MATERIAL SUPPLIED:
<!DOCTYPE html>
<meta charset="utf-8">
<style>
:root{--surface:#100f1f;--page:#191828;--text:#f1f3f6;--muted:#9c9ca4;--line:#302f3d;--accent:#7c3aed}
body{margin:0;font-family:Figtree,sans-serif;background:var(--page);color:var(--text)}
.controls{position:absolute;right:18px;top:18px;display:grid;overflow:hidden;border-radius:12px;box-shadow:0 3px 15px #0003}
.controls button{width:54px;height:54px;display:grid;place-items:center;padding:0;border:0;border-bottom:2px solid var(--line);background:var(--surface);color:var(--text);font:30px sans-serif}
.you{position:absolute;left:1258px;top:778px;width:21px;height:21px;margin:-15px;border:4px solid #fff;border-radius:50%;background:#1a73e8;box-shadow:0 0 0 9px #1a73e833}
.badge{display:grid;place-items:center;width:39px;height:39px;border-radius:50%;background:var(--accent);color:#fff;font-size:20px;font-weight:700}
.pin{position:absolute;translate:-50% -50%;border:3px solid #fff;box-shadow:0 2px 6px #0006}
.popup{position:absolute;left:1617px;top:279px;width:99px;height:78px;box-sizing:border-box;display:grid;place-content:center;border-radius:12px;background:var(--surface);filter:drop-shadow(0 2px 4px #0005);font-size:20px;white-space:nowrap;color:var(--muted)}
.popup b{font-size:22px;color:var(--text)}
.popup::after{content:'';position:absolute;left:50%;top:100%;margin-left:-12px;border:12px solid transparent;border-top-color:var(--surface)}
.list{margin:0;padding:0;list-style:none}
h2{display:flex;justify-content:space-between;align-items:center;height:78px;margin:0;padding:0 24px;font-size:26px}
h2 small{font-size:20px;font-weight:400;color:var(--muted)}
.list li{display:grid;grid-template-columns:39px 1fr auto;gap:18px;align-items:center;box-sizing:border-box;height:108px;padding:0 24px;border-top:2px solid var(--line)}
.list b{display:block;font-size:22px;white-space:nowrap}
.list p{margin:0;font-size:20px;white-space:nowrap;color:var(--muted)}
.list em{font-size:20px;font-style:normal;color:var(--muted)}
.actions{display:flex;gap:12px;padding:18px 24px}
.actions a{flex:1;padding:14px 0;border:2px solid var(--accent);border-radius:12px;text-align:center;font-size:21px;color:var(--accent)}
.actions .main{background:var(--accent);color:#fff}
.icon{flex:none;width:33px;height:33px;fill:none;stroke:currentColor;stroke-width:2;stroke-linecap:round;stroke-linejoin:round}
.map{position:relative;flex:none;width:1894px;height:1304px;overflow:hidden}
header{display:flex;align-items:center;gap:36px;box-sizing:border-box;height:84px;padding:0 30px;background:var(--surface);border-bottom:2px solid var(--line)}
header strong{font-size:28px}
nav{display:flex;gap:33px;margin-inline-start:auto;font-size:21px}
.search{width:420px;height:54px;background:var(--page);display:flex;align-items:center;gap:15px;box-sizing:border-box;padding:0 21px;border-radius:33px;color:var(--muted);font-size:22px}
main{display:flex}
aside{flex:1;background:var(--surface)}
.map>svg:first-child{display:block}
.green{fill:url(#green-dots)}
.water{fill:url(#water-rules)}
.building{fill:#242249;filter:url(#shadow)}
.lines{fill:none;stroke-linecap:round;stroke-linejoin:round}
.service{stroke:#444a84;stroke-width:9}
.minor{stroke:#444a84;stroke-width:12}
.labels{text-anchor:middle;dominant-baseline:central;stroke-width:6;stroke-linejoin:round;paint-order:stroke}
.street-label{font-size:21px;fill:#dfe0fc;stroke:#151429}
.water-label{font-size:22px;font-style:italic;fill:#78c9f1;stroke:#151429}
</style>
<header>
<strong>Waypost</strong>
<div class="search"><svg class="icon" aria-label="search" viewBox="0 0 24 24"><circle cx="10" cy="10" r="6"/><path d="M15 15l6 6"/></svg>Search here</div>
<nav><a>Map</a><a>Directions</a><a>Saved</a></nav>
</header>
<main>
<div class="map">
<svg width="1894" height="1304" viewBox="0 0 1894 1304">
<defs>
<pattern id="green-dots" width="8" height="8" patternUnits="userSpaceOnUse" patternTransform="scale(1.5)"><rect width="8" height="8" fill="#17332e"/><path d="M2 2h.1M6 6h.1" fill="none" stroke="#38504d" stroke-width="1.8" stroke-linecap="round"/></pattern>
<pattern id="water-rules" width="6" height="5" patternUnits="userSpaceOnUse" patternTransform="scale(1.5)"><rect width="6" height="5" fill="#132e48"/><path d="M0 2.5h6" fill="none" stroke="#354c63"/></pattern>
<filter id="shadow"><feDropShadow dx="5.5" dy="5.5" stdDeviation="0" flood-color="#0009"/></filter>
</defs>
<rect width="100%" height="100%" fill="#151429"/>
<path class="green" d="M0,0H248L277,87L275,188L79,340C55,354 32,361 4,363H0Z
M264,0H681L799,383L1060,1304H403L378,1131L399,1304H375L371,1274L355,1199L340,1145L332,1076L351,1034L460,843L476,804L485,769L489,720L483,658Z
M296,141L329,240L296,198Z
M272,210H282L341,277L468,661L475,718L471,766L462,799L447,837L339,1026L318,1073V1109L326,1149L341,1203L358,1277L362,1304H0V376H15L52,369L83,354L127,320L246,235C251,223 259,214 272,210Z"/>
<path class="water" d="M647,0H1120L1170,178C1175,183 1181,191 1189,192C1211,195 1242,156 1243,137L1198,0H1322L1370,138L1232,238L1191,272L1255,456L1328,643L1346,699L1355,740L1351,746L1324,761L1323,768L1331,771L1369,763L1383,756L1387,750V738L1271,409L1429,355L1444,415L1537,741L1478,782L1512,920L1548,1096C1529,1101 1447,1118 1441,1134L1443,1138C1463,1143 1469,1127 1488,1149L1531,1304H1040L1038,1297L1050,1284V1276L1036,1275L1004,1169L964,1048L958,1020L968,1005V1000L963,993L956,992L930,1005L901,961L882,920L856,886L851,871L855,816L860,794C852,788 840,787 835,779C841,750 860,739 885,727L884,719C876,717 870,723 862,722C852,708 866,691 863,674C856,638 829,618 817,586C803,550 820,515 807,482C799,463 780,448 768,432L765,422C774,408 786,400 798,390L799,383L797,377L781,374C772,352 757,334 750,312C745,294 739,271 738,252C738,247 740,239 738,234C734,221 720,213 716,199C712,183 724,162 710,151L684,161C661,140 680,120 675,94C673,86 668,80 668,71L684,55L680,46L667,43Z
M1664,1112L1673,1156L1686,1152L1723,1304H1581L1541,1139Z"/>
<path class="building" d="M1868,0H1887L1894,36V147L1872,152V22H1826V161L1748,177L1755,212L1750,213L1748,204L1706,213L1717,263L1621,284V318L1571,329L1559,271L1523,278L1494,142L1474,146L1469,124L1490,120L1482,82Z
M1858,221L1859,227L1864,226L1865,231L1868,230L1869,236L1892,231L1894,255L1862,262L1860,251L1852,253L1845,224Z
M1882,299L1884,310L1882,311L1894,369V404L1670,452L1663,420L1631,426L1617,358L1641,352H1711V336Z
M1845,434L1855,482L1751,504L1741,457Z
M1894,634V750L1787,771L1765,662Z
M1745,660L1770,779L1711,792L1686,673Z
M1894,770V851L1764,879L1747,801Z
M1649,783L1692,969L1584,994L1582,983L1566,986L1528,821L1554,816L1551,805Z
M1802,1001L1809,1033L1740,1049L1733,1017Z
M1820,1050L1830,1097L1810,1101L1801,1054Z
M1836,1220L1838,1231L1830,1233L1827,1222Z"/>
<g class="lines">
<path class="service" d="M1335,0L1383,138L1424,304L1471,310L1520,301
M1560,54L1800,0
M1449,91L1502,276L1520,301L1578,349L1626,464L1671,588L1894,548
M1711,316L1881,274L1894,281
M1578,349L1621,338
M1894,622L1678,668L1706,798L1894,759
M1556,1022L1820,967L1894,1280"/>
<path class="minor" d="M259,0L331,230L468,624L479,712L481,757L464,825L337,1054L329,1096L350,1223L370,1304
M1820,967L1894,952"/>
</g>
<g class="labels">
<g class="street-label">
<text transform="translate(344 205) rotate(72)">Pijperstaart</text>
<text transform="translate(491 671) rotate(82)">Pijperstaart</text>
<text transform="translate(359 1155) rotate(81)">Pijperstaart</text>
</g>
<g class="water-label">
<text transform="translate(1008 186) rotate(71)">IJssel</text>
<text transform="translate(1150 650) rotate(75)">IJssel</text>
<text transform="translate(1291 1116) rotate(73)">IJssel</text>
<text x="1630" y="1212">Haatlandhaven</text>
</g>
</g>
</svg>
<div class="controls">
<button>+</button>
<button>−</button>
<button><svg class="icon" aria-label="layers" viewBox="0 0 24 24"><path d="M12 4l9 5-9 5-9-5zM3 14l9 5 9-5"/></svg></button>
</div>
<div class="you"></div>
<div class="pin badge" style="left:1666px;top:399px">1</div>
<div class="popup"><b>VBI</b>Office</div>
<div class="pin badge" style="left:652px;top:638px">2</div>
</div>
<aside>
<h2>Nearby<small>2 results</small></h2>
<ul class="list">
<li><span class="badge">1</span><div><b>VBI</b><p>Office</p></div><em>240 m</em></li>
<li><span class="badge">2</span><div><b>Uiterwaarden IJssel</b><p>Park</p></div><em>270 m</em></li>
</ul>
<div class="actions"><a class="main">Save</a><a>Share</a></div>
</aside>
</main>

WHAT YOU WILL DO:
Find each line in the data above with the word "lines", then copy it.

SOLUTION FOR THIS EXERCISE:
.lines{fill:none;stroke-linecap:round;stroke-linejoin:round}
<g class="lines">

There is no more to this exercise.